Within the material below, how many lines carry the word "Marcsons"? Answer with a single number.

───── Provided material

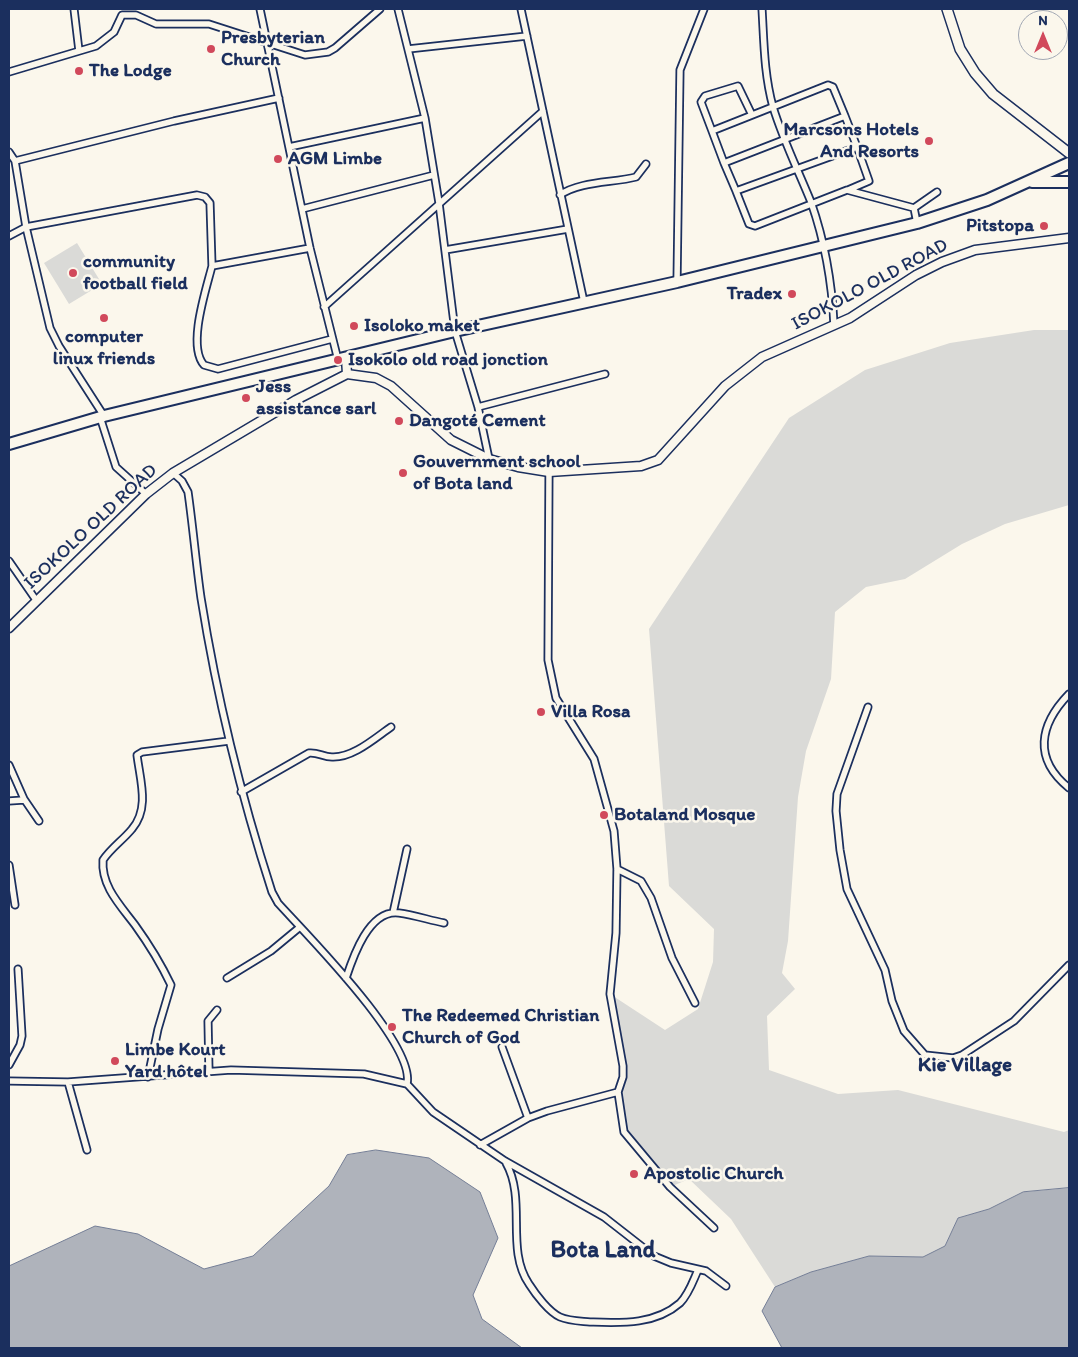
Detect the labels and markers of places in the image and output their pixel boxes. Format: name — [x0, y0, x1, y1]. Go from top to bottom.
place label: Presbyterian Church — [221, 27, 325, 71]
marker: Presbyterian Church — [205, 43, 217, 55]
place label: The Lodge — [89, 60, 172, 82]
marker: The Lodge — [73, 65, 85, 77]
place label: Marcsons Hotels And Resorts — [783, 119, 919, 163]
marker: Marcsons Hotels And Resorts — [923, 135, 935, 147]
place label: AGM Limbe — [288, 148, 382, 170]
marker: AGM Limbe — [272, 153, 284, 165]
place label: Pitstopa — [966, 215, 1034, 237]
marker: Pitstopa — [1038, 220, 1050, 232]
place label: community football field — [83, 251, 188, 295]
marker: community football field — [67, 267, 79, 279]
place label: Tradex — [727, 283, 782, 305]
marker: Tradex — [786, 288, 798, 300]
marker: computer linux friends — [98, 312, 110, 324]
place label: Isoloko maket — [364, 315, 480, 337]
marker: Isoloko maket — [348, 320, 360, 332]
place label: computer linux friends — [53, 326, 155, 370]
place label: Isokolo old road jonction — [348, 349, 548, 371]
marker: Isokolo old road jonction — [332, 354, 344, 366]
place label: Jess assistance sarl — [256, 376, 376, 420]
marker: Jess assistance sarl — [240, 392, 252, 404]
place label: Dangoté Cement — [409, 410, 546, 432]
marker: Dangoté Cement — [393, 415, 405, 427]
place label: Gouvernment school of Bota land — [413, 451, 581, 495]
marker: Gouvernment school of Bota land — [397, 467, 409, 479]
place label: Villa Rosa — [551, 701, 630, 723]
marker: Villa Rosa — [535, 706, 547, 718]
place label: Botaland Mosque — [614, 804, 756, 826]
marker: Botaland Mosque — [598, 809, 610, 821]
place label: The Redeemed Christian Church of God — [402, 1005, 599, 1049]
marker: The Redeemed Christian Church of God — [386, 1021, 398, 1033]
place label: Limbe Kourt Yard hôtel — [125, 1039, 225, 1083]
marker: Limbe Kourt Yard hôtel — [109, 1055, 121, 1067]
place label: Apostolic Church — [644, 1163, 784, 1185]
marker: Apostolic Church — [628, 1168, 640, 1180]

──────────

Result of the task
2